La modification de cette directive a été un travail de longue haleine car elle est adoptée par procédure de co-décision, c’est-à-dire qu’il est nécessaire d’obtenir un consensus entre le Parlement et le Conseil européen pour adopter le texte. Par contre, la procédure de comitologie est plus souple puisque les décisions sont adoptées par les Etats membres par vote à la majorité qualifiée au sein des comités permanents.
8) Sanctions à la « cascade »
8.1) Concernant la pratique de la « cascade » proprement dite
Le code de la santé publique (art. L. 5143-2, L. 5143-4) ne prévoit aucune infraction. Cependant, une action disciplinaire à l’encontre du vétérinaire prescripteur peut être engagée conformément à l’article R. * 242-93 du code rural (juridiction ordinale). De même, la « cascade » peut faire l’objet d’une plainte auprès des tribunaux par le propriétaire des animaux concernés qui se constitue partie civile.
8.2) Concernant les conséquences de la « cascade » (sur les denrées)
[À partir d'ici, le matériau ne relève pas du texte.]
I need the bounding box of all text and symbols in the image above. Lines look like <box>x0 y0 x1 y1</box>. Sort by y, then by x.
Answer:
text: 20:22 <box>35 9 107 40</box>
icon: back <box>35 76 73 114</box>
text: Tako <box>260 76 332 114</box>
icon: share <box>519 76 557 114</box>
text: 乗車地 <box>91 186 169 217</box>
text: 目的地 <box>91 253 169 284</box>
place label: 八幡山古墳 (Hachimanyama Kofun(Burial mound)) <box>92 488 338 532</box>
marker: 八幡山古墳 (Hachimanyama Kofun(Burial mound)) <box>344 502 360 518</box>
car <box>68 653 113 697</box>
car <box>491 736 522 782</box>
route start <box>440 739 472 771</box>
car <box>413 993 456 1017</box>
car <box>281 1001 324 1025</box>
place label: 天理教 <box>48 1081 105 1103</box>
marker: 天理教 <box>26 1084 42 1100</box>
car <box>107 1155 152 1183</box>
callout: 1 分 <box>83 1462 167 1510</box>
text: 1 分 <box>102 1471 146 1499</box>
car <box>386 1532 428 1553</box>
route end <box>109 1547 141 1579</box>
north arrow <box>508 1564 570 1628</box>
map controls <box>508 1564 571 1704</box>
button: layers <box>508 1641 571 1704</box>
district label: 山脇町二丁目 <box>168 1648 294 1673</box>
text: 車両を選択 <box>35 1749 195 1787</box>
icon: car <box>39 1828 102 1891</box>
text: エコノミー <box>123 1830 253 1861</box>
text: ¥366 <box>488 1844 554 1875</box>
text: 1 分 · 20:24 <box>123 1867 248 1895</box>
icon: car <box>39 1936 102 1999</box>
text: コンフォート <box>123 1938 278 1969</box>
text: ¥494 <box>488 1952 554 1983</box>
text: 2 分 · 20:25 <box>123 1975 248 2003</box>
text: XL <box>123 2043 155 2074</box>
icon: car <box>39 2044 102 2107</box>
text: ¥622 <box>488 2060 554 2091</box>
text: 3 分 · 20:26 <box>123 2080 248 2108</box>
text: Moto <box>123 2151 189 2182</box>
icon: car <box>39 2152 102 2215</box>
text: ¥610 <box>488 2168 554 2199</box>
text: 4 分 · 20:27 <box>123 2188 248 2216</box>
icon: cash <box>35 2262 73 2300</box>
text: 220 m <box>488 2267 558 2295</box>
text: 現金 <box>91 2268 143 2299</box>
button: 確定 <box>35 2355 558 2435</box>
8.2.1) Mesures de police administrative
En matière de police administrative, il faut rappeler que dans l’hypothèse où la « cascade » rentre dans le cadre de l’article L. 234-2 du code rural (CR) [ce qui suppose que les substances considérées soient visées par ce dernier article, comme par exemple les hormones, les substances interdites visées à l’annexe IV du règlement 2377/90, ou les substances pharmacologiquement actives non évaluées, donc non inscrites à l’une des annexes de ce règlement, et pour autant qu’elles relèvent de l’article L. 5144-1 du CSP], les dispositions de l’article L. 234-3 du CR peuvent s’appliquer en permettant notamment au vétérinaire inspecteur d’ordonner l’abattage et la destruction des animaux ou de leurs produits. Préalablement à l’exécution des mesures prévues par ce dernier article, le détenteur ou le propriétaire doit être mis en mesure de présenter ses observations.
8.2.2) Dispositions pénales
Le code de la santé publique ne prévoit pas de sanctions pénales aux infractions à l’article L. 5143-2.